(Records contained in a dataset)
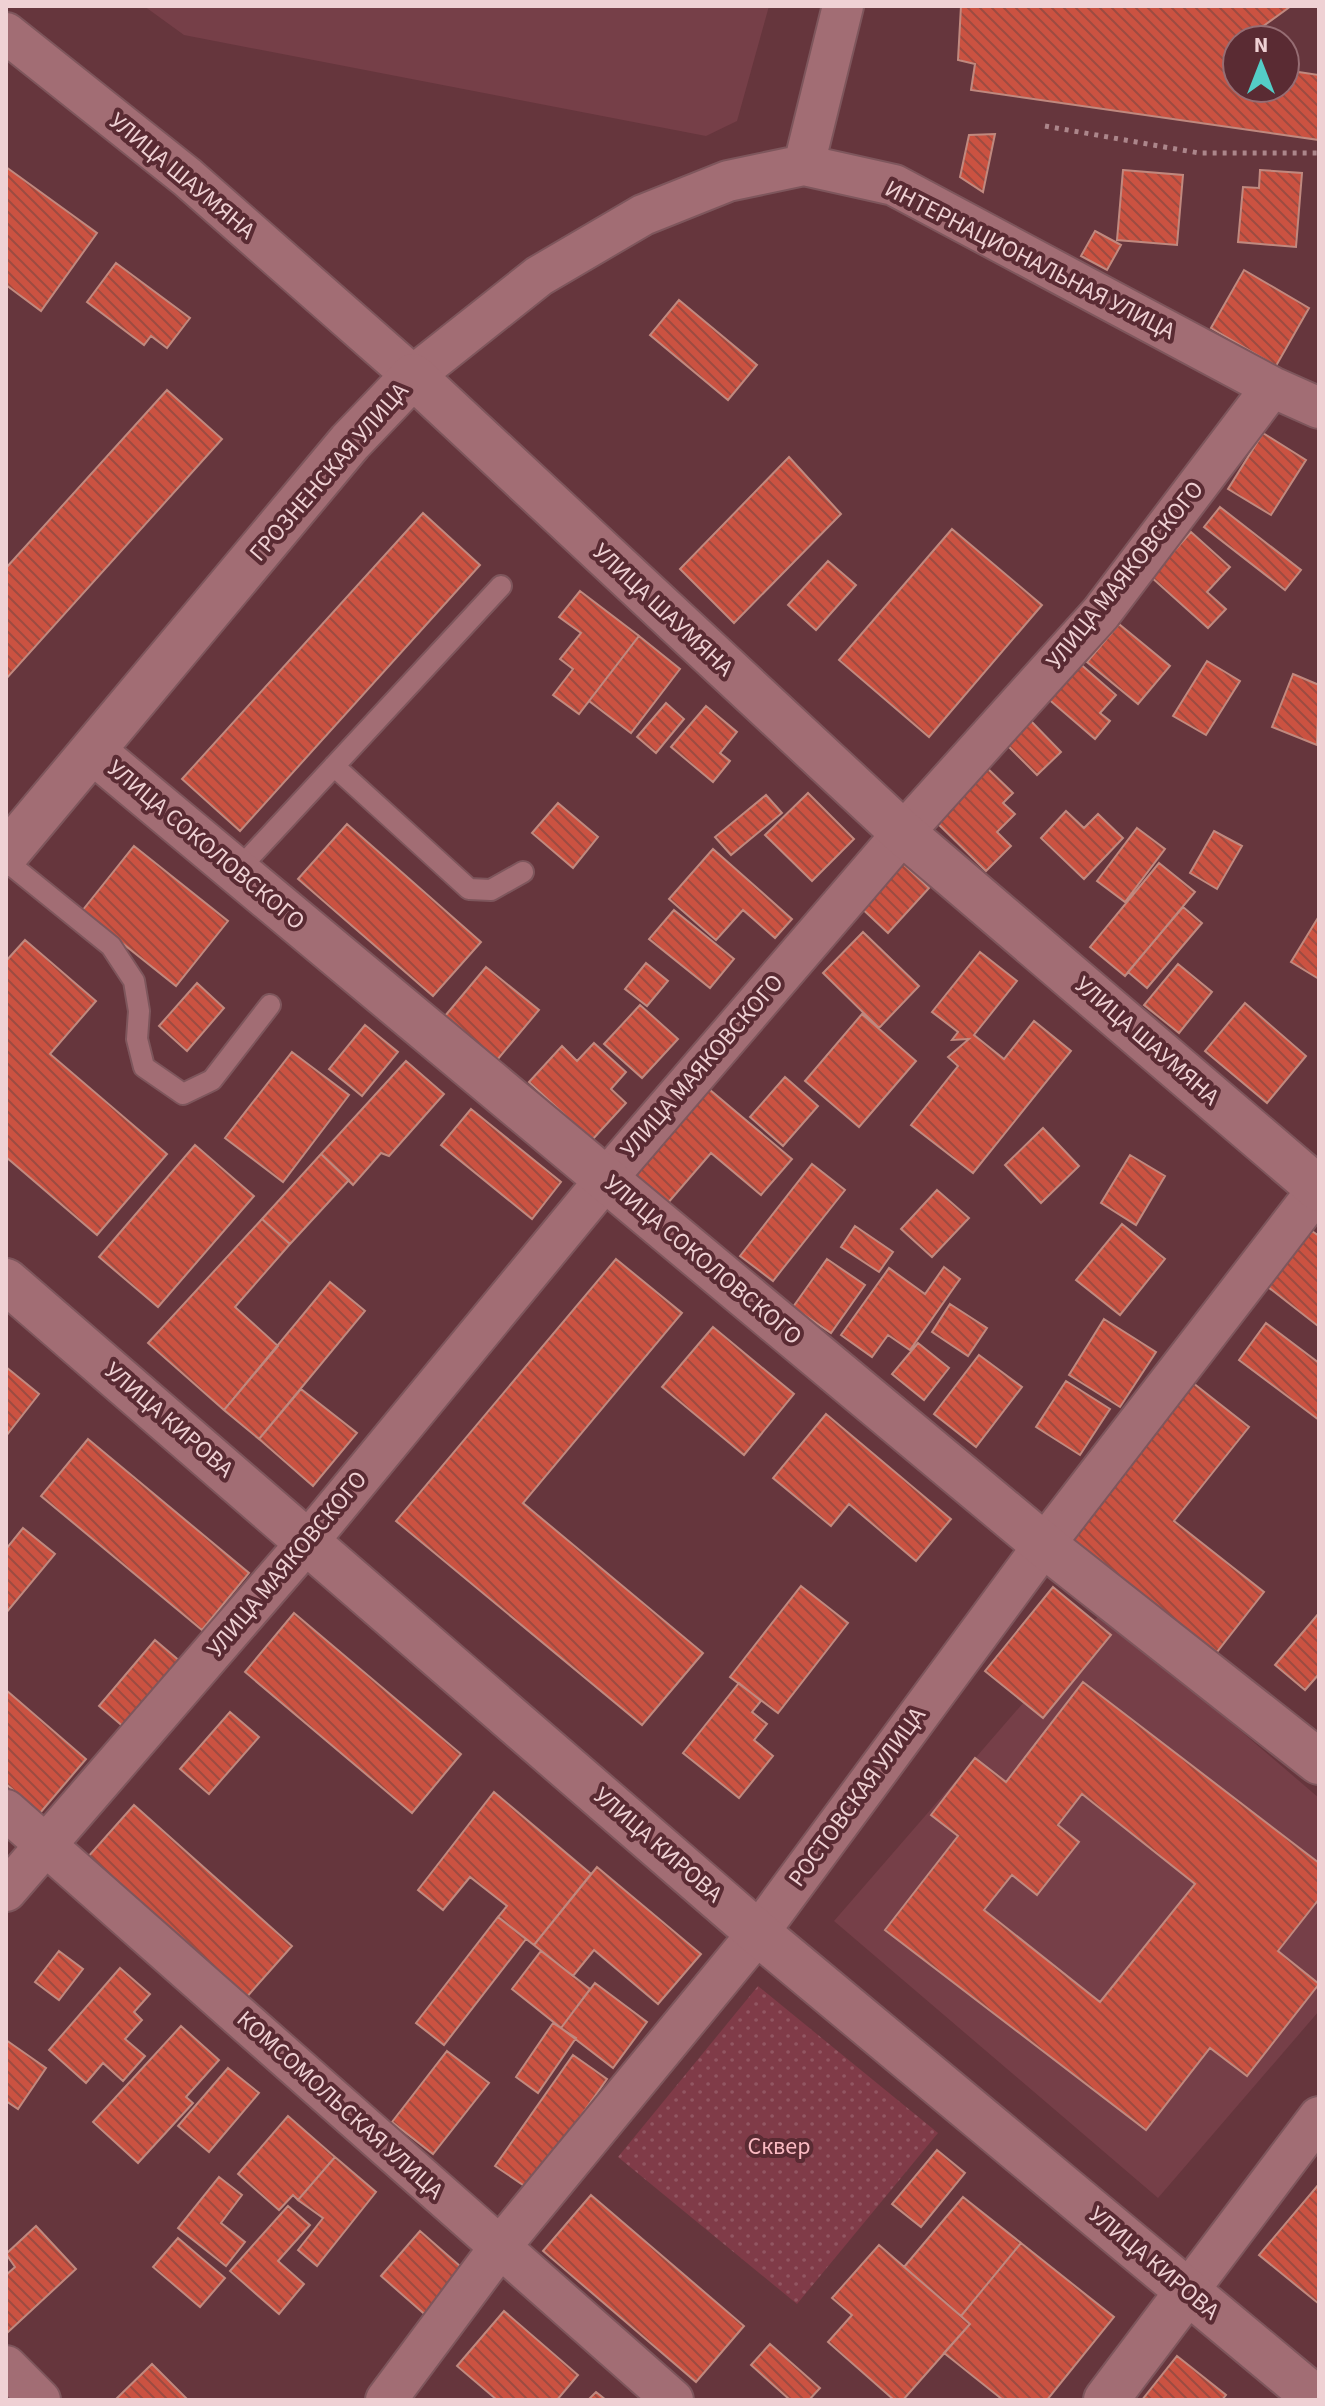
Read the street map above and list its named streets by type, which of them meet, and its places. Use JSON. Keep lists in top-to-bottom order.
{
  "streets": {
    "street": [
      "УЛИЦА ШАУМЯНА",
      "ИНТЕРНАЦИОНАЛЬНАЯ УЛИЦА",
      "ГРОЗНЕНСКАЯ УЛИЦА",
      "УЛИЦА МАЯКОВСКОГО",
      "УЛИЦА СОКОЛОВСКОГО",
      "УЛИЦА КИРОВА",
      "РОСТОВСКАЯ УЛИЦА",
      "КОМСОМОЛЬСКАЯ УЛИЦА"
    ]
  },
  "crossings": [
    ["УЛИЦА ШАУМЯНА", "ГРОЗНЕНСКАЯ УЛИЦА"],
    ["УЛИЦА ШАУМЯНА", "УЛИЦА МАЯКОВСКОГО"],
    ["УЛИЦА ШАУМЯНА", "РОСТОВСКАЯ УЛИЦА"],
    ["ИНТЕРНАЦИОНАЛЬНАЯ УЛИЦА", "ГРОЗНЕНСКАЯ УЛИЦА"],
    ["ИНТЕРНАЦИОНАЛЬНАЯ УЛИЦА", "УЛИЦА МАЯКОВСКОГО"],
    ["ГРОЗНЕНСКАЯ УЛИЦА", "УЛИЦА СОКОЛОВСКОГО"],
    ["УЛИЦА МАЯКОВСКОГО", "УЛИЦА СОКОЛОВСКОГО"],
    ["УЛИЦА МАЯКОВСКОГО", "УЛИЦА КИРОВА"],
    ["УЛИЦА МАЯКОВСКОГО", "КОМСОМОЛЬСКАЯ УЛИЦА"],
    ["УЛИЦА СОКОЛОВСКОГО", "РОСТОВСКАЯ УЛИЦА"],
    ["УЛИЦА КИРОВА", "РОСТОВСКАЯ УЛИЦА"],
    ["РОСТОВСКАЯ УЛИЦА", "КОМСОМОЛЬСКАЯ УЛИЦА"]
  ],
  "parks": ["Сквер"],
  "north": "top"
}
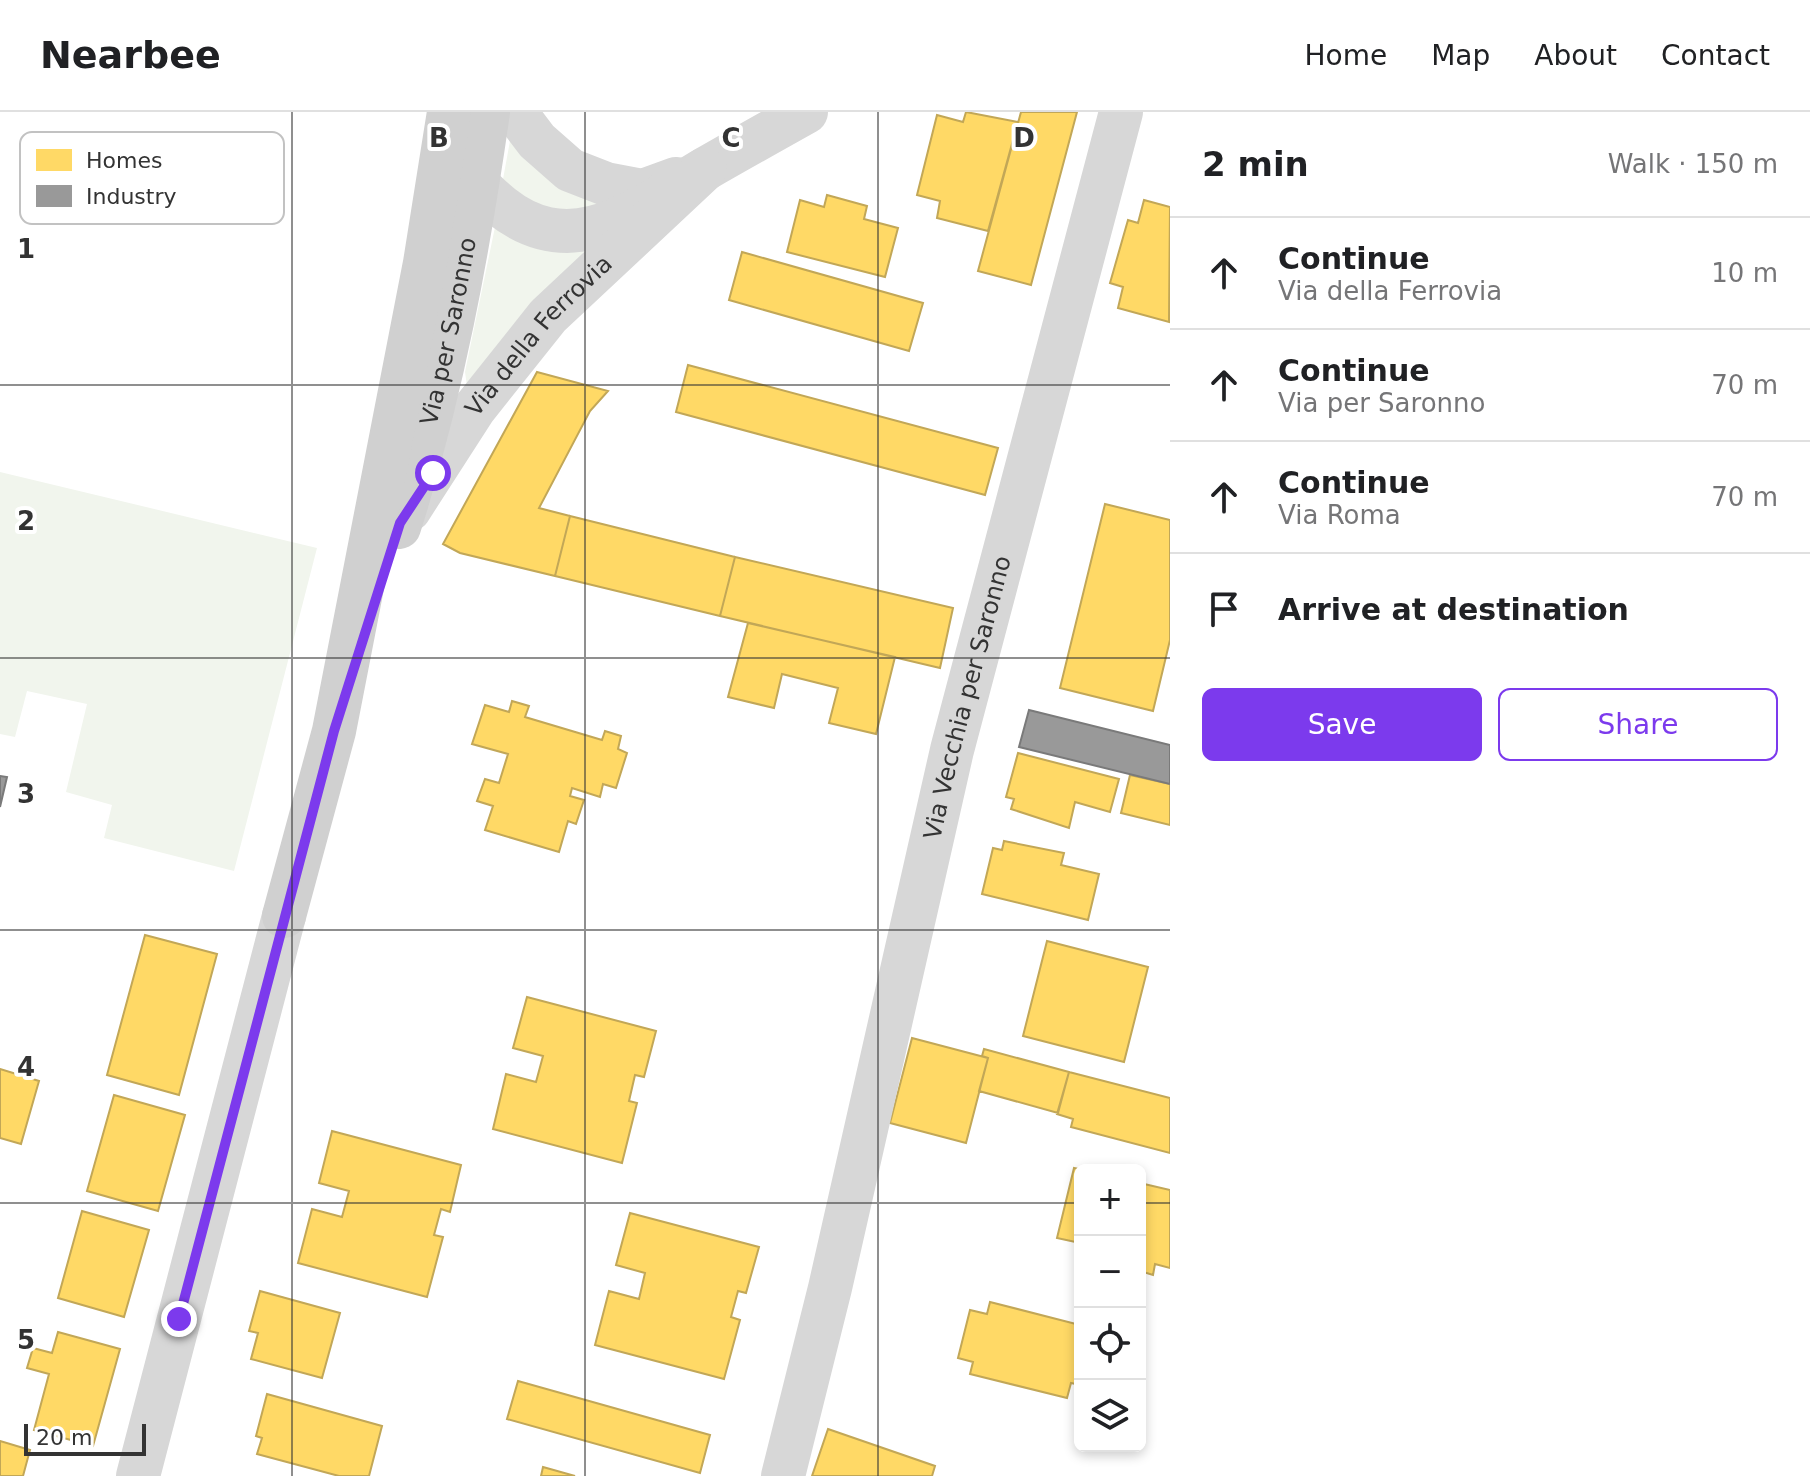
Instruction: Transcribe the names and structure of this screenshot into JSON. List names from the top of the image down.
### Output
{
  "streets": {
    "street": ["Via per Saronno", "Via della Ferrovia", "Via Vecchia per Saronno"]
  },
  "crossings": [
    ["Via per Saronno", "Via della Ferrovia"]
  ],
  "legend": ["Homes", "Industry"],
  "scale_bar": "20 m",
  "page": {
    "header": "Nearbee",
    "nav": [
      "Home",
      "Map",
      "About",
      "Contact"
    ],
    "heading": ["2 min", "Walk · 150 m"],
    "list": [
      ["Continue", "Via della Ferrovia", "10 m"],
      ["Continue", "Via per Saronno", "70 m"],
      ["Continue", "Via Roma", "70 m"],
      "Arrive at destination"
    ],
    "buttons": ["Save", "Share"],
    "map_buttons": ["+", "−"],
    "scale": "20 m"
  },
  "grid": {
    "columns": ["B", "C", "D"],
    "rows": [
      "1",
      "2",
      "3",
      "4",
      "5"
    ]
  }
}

» **TASK INSTRUCTIONS**: Please count the lines that hold "МАЯКОВСКОГО" in this data and report the total alone.

» **TASK RESPONSE**: 6